At about 12:50 in the video (well worth watching), Cuomo declared:

My job is not about me. My job is about you. What matters to me at the end of the day is getting the most done I can for you. And that is what I do every day.

Perhaps we can find politicians genuinely devoted to doing good for their electors, who selflessly sacrifice themselves to that task, and who don’t realize that the benefits they provide to some (“you”) are at the cost of harming others (those who don’t agree or see their own opportunities reduced). Perhaps we can even find the rare politician who tries hard not to hurt some in order to give privileges to others but, instead, to do only what he thinks is unanimously wanted by all his constituents—that is, in conformity with the rules presumably meeting everyone‘s consent in an implicit social contract.
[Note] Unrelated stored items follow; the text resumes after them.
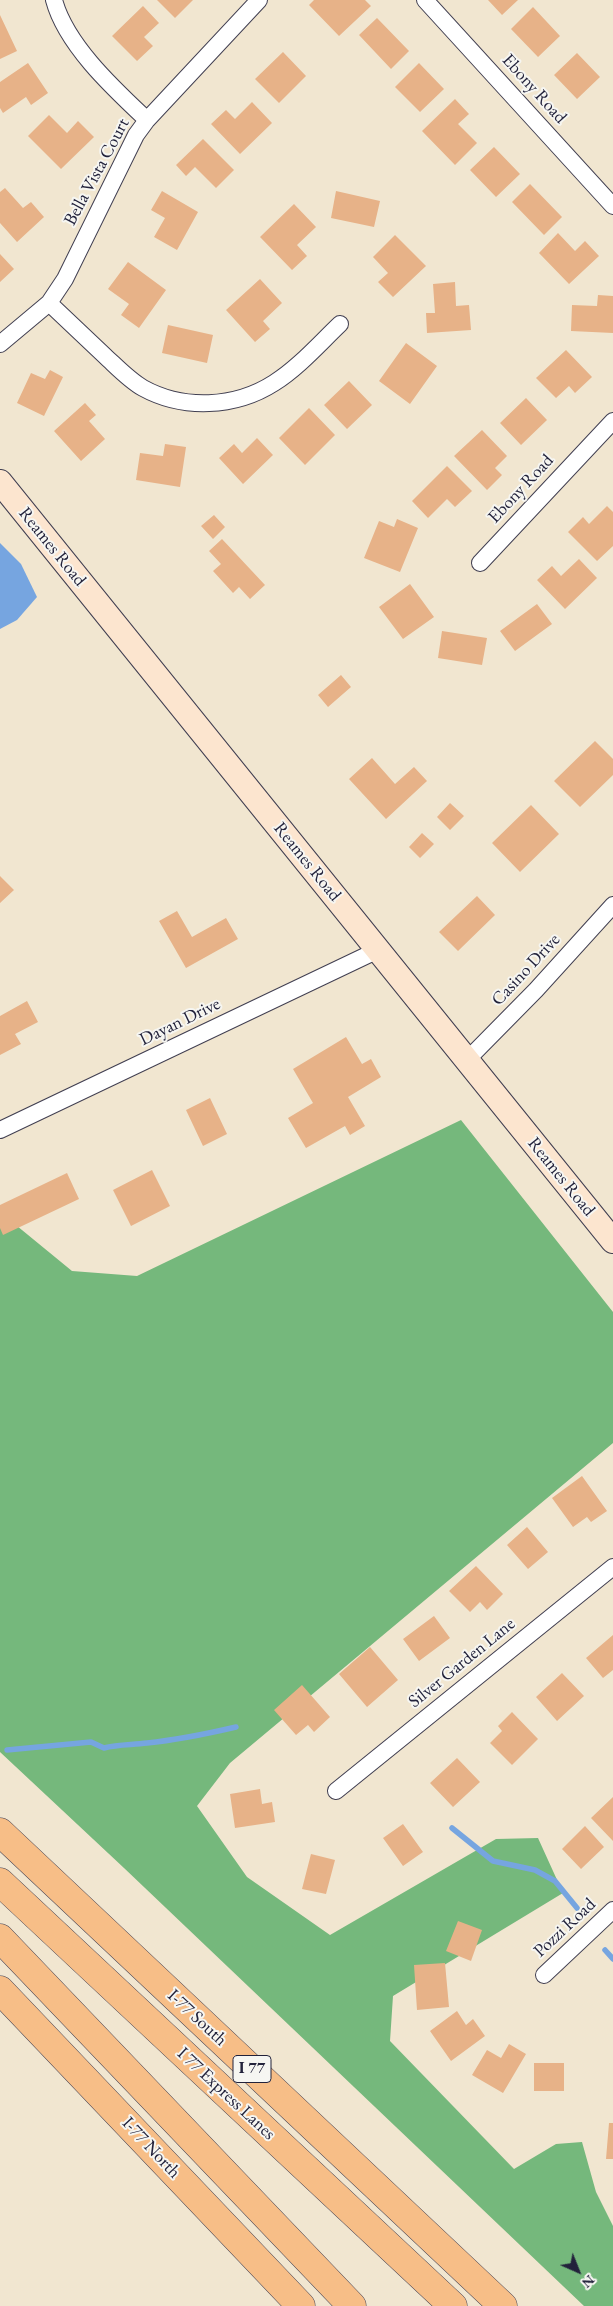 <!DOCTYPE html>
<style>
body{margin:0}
#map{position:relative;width:613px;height:2306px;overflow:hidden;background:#f1e6d0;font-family:"EB Garamond",serif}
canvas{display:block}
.north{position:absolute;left:553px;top:2246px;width:50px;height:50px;-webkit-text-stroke:4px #f6f6f2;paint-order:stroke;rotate:136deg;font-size:14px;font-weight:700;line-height:20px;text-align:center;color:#22223b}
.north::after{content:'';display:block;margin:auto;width:18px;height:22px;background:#22223b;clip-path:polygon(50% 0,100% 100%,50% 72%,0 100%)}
</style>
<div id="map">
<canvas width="613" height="2306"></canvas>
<div class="north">N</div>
</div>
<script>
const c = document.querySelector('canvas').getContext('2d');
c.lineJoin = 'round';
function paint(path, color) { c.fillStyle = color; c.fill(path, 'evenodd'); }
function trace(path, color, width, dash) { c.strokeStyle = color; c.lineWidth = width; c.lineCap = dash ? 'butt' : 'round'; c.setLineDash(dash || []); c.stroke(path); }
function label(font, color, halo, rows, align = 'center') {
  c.font = font + ' "EB Garamond",serif'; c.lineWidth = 4; c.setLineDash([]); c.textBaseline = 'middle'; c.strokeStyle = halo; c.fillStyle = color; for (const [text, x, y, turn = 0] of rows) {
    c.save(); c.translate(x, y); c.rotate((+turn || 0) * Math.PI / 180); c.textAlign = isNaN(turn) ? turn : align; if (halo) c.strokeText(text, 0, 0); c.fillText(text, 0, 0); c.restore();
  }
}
const forest = new Path2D(`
 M461,1120L613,1312V1443L230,1763L197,1806L247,1877L330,1935L496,1839L538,1838L563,1893L393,1996L390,2041L514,2169L556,2144L582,2142L596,2192L613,2226V2306H584L124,1868L0,1752V1212L72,1271L137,1276Z`);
const water = new Path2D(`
 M0,543L21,564L37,597L17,620L0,629Z`);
const stream = new Path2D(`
 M7,1750L91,1742L104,1748C118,1744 132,1745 147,1743C177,1740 206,1734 236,1727
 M452,1828L493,1861L535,1870L555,1881L577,1908
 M605,1950L613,1959`);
const building = new Path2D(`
 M157,0H193L175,18Z
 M314,0H365L371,6L339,36L309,5Z
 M488,0H518L502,15Z
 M143,6L159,23L144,37L153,46L137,61L112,36Z
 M533,7L560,36L538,57L511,29Z
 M0,15L17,51L0,59Z
 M377,18L409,51L391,69L359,35Z
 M283,52L306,76L279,103L255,79Z
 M577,53L600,77L577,99L554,75Z
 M28,63L48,93L31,105L26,97L3,113L0,108V82Z
 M419,63L444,89L420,112L395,87Z
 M455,99L469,114L458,124L477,143L455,165L422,131Z
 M252,102L272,123L240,154L211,124L226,110L235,119Z
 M49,115L67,133L78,121L94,137L61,169L28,136Z
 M203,139L234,170L216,188L195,167L186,176L176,165Z
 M494,147L520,174L496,197L470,170Z
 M530,184L562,217L544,235L512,202Z
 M5,188L23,208L31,202L44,217L17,242L0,223V192Z
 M162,191L198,212L177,250L154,237L165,218L151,210Z
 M336,191L380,201L374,227L331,218Z
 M294,204L316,227L297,245L307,256L292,270L260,237Z
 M558,233L575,251L585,241L599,256L569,284L539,253Z
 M395,235L426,266L393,297L378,282L388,273L373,257Z
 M0,254L14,269L0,282Z
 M128,262L166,290L139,328L121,315L129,304L108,289Z
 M260,279L282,303L263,321L270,329L255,342L226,310Z
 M455,282L456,306L469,305L471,330L427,333L426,313H435L433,284Z
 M598,295L613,296V333L571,331L572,305L597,306Z
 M168,325L213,335L207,363L162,353Z
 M406,343L437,366L410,404L379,381Z
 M566,350L592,377L575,393L569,386L556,398L536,378Z
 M50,370L63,377L44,416L17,403L31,373L45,379Z
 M349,381L372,405L347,429L324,405Z
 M526,398L547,420L521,445L500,423Z
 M85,403L96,415L89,421L105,439L81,461L54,431Z
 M309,408L335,435L305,465L279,438Z
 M482,430L507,456L495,468L502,475L487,490L454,456Z
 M257,438L273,455L243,484L219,458L234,444L242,453Z
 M165,444L186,447L180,487L136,480L140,453L163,456Z
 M447,466L472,491L455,507L447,499L428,518L412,501Z
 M607,506L613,512V546L597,561L568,532L583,517L589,524Z
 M214,515L225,527L213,539L201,526Z
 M397,519L418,528L400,572L364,558L379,521L394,527Z
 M222,539L265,585L250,599L239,587L233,593L213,571L221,564L209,551Z
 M579,559L597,578L565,609L537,580L552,566L561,576Z
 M410,584L434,617L403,639L379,607Z
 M537,604L552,624L515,651L500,631Z
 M442,631L487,638L482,665L438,658Z
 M341,675L351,687L328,707L318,695Z
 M595,741L613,759V775L580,807L554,781Z
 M372,758L395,784L414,767L427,781L386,819L349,779Z
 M450,803L464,816L450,830L437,817Z
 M531,805L559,834L520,872L492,843Z
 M422,833L434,844L420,858L409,847Z
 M0,876L14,890L0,903Z
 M477,896L495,915L458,951L439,932Z
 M177,911L192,937L226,918L238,939L186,968L159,921Z
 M27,1001L38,1022L15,1034L21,1044L0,1055V1016Z
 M346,1037L362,1064L371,1059L381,1077L348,1097L365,1126L350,1135L345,1126L306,1148L288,1118L313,1103L293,1069Z
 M210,1098L227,1134L203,1146L186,1110Z
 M152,1170L170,1206L131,1226L113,1190Z
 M67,1173L79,1199L3,1235L0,1228V1205Z
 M582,1476L607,1511L591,1522L587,1517L573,1527L552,1498Z
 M527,1527L548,1552L528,1569L507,1545Z
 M476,1566L503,1594L487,1610L480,1602L470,1612L449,1591Z
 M434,1616L450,1638L419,1661L403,1639Z
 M613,1635V1670L603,1678L586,1658Z
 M370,1647L398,1680L367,1707L339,1674Z
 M562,1673L584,1696L557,1721L536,1697Z
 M302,1685L330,1717L314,1732L308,1725L296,1735L274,1710Z
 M512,1712L538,1739L512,1765L490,1743L502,1731L498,1726Z
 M457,1758L480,1782L453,1807L430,1783Z
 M260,1789L262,1804L272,1802L275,1822L235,1828L230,1794Z
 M613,1797V1841L591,1818Z
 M403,1824L423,1852L403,1866L383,1838Z
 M585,1826L604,1847L581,1869L562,1849Z
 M311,1854L335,1860L326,1894L302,1889Z
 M458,1921L482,1930L471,1961L446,1951Z
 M445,1963L449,2007L417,2010L414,1965Z
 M457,2011L466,2025L473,2019L485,2036L451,2061L430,2031Z
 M509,2044L526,2054L503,2093L472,2075L487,2050L501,2058Z
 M534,2063H564V2091H534Z
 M609,2123H613V2159H606Z`);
const minor = new Path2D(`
 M54,0C66,45 114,89 147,120
 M425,0L613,206
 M49,303C68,321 86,338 105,356C117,367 129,380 143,388C183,410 235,408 274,383C298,368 319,344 340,324
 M0,344L49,303L65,279L136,135L147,120L259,0
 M480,563L613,421
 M466,1061L536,990L613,905
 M0,1130L378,950
 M336,1791L613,1567
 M544,1975L613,1910`);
const secondary = new Path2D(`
 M0,482L613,1241`);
const motorway = new Path2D(`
 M0,1832L503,2306
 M0,1882L453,2306
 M0,1938L352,2306
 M0,1990L301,2306`);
const shields = [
 [252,2069,38]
];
const shieldNames = [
 ["I 77",252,2069]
];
const streetNames = [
 ["Ebony Road",534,89,48],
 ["Bella Vista Court",97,172,-62],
 ["Ebony Road",521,489,-47],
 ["Reames Road",52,547,51],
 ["Reames Road",307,862,51],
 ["Casino Drive",526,970,-47],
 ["Dayan Drive",180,1022,-26],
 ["Reames Road",561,1177,51],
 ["Silver Garden Lane",462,1663,-39],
 ["Pozzi Road",565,1928,-43],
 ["I-77 South",197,2018,43],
 ["I 77 Express Lanes",226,2094,43],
 ["I-77 North",151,2148,47]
];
paint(forest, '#75b87c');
paint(water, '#76a5e0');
trace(stream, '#76a5e0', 5.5);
paint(building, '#e7b288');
trace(minor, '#413f51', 18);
trace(secondary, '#413f51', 26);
trace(motorway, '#413f51', 29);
trace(minor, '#fff', 16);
trace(secondary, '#fce5cf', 24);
trace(motorway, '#f7be87', 28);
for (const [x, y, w] of shields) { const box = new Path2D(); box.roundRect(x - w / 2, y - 13.5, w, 27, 4); c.fillStyle = '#f6f6f2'; c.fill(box); trace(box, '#22223b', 1); }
label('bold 16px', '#22223b', null, shieldNames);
label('18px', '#22223b', '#f6f6f2', streetNames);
</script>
But it is the contention of classical liberalism in general and public-choice economics in particular that it is unrealistic and perilous to found a political system on the assumption that the typical politician is or can be such a saint. John Stuart Mill wrote:

The very principle of constitutional government requires it to be assumed that political power will be abused to promote the particular purposes of the holder; not because it is always so, but because such is the natural tendency of things, to guard against which is the special use of free institutions.

This also applies to New York Attorney General Letitia James, who produced the report against Cuomo and may have gubernatorial (or other political) ambitions.